(Provided records begins)

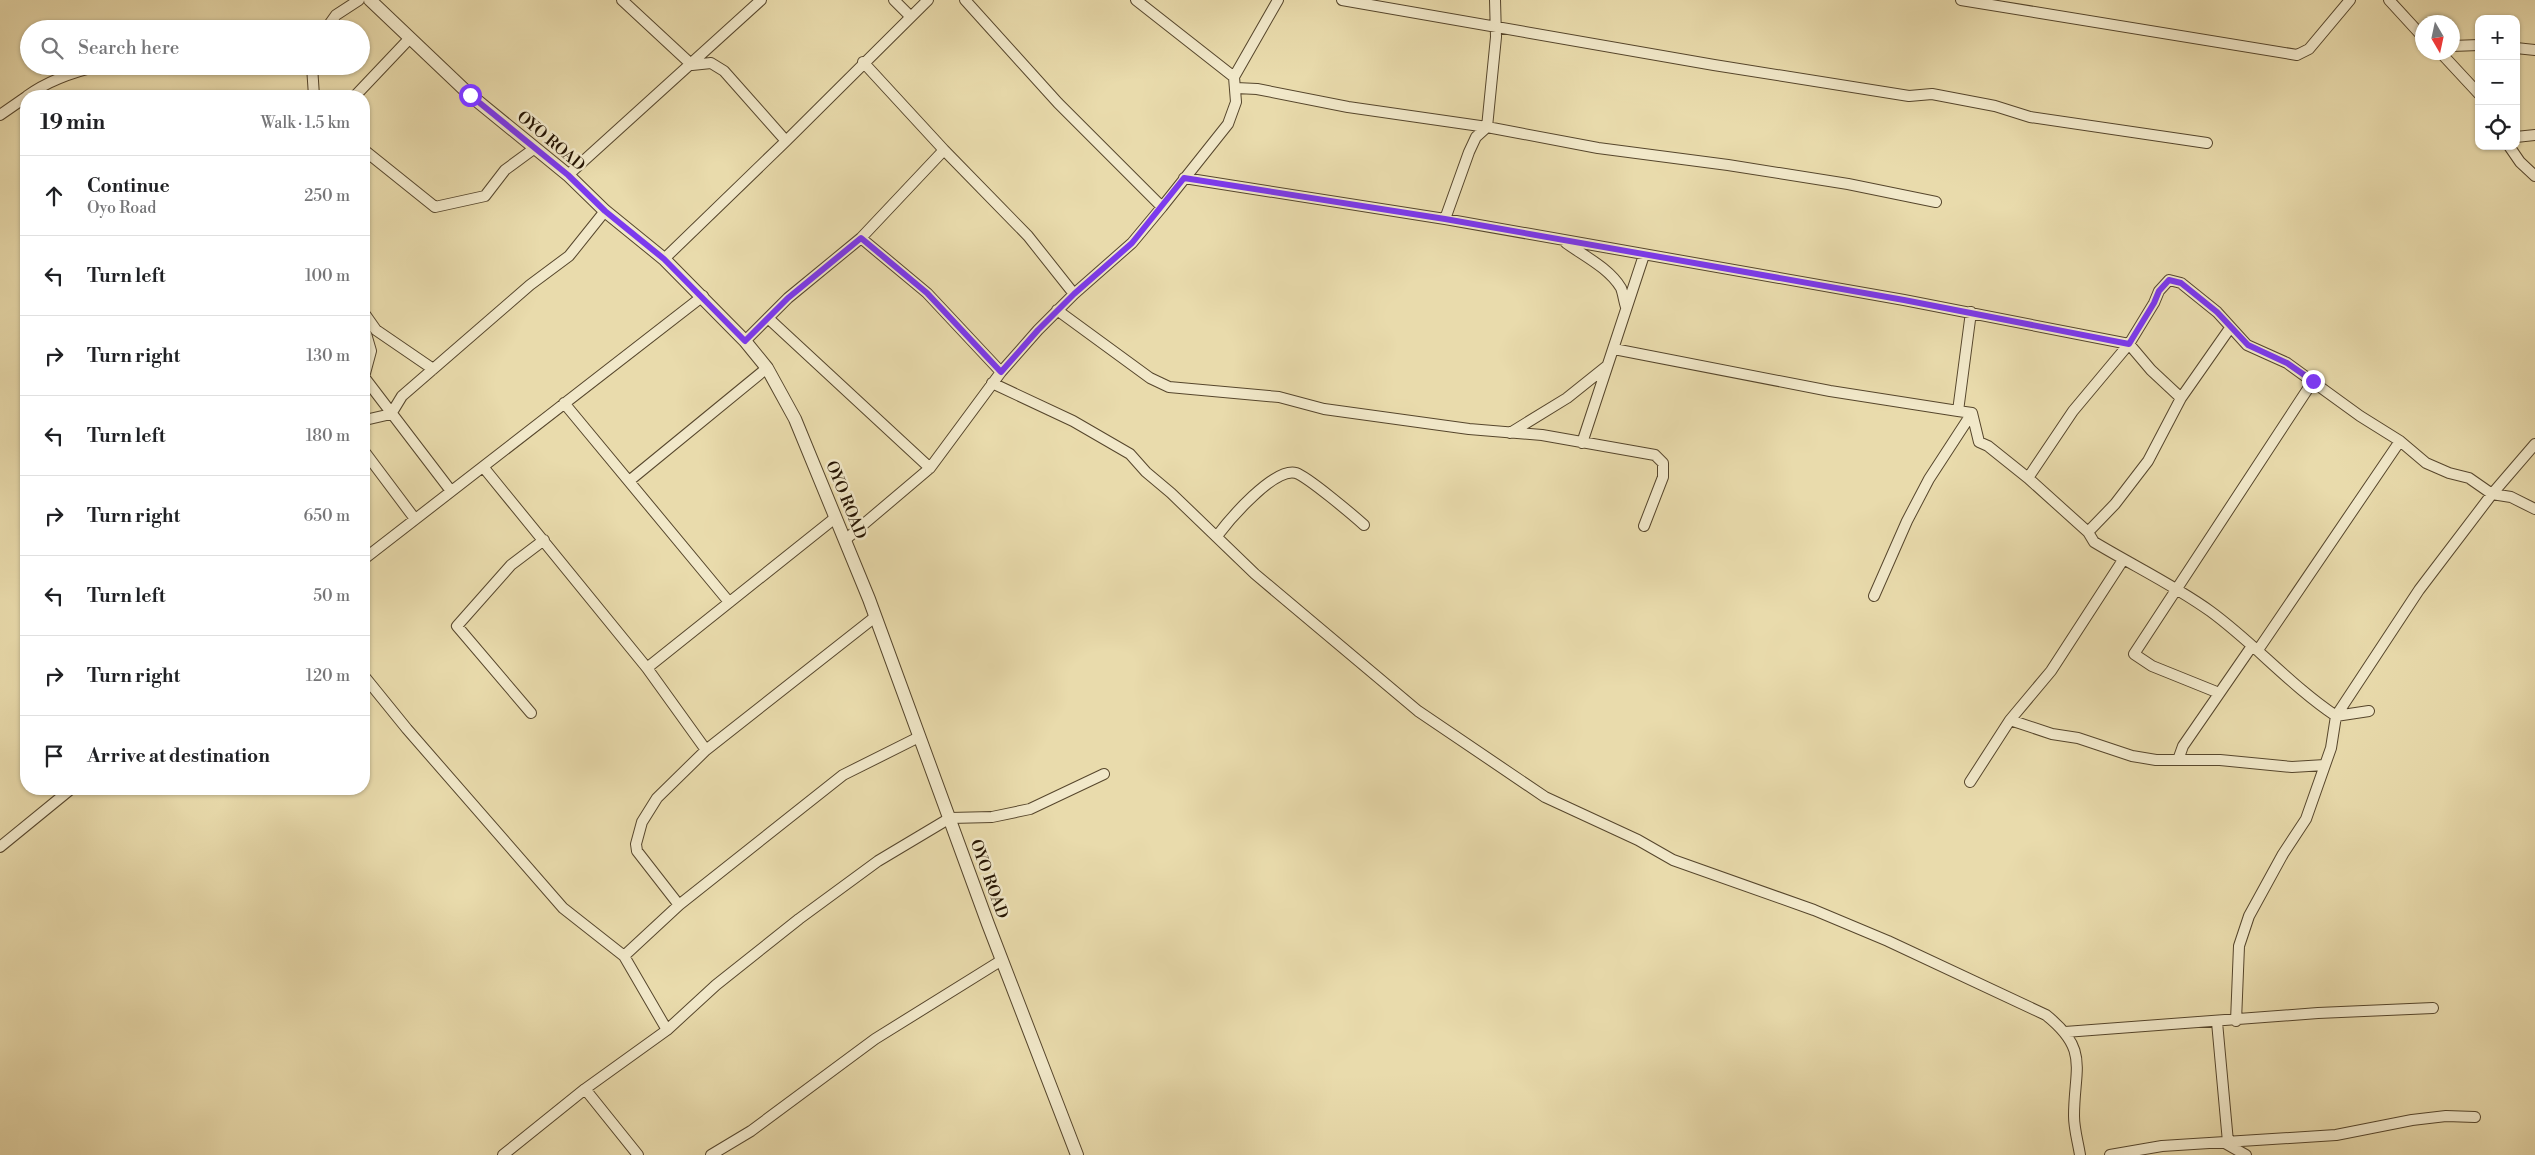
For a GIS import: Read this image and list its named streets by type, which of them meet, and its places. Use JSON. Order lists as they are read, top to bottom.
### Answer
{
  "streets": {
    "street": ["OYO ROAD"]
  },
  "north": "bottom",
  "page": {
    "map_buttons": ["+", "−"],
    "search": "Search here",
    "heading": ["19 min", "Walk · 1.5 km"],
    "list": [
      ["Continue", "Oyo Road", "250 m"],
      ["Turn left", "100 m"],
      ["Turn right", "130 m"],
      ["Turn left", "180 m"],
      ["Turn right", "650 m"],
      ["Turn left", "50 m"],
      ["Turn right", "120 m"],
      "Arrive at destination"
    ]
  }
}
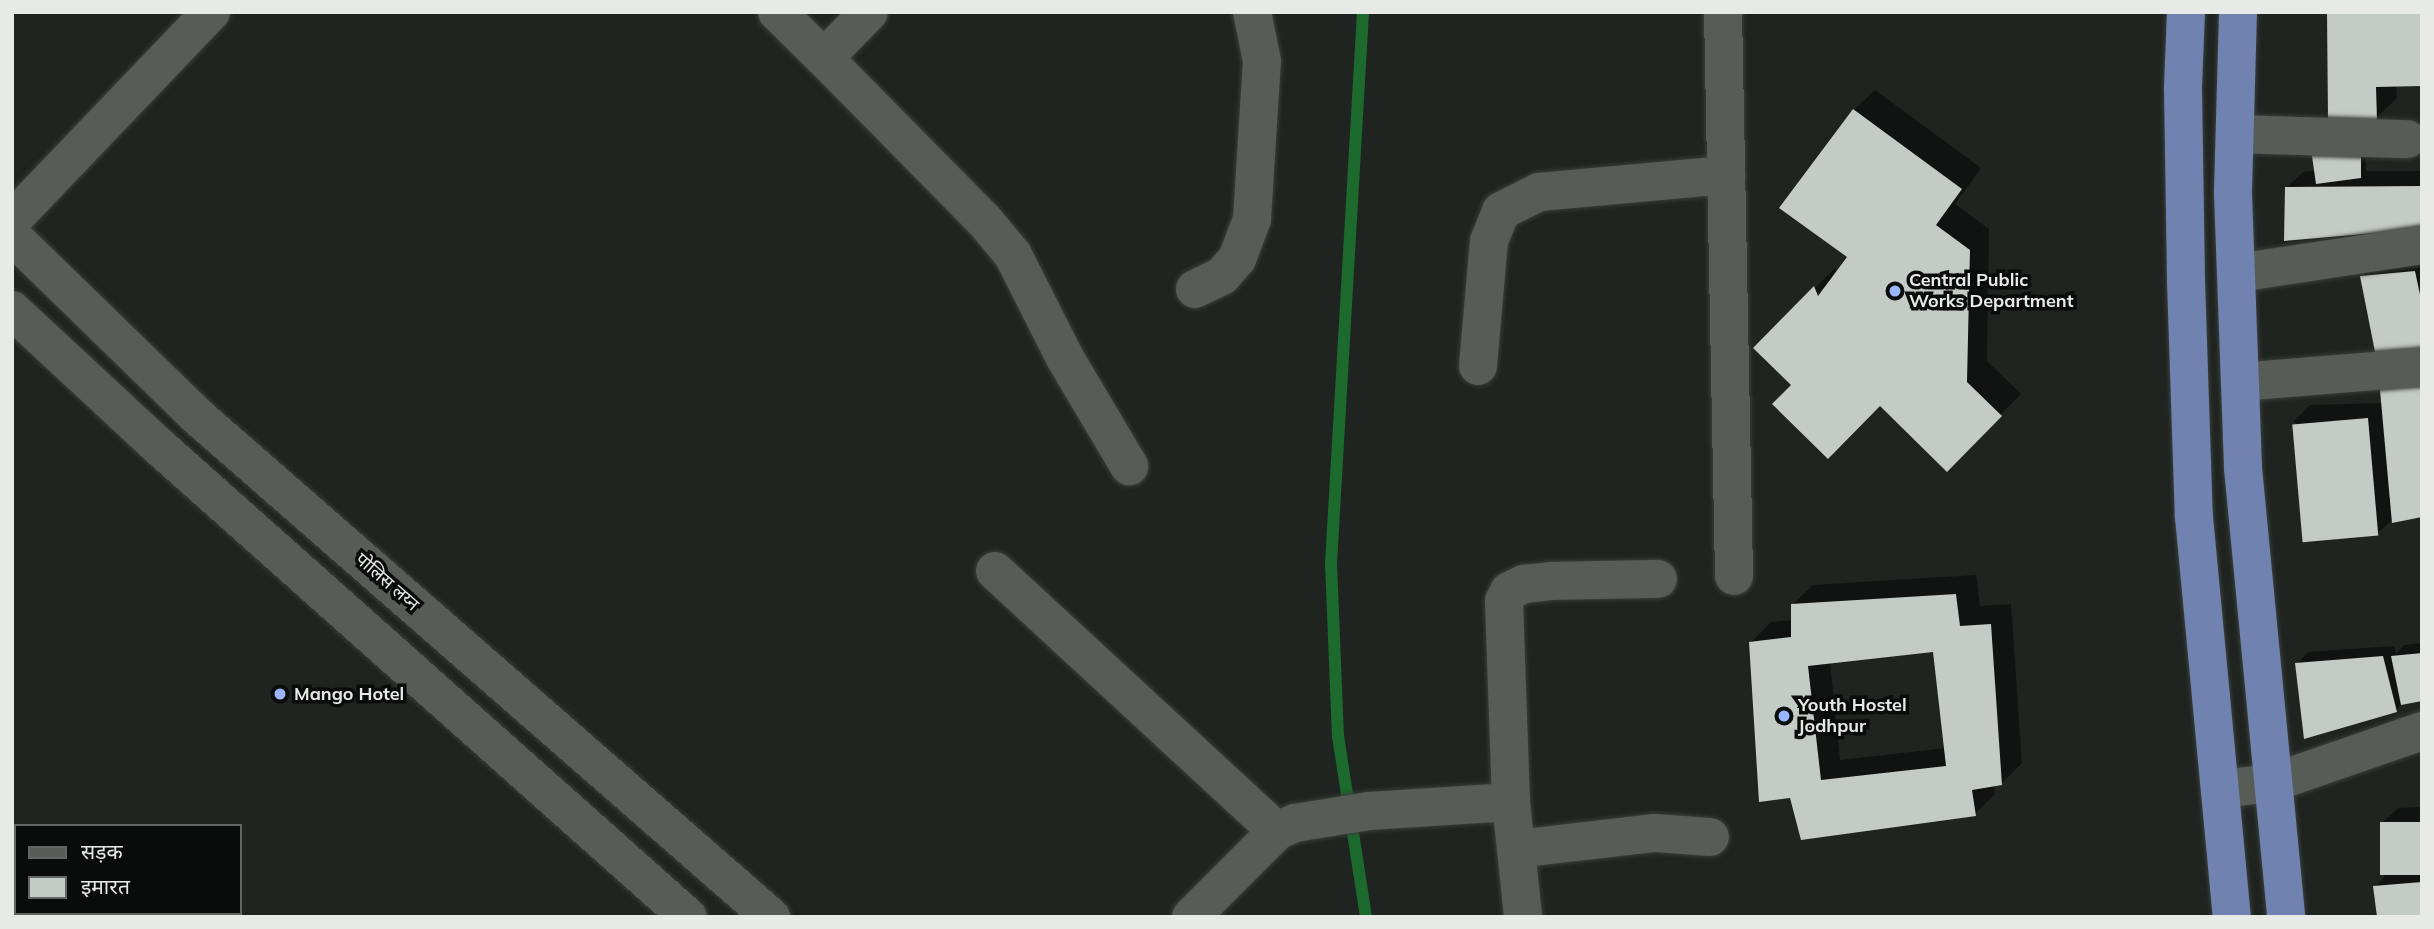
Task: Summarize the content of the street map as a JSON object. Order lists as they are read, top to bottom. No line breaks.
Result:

(Provided records ends)

Task statement
Note down each line above where the word "they" occurs.

Response box
For a GIS import: Read this image and list its named streets by type, which of them meet, and its places. Use JSON. Order lists as they are read, top to bottom.
Task: Summarize the content of the street map as a JSON object. Order lists as they are read, top to bottom. No line breaks.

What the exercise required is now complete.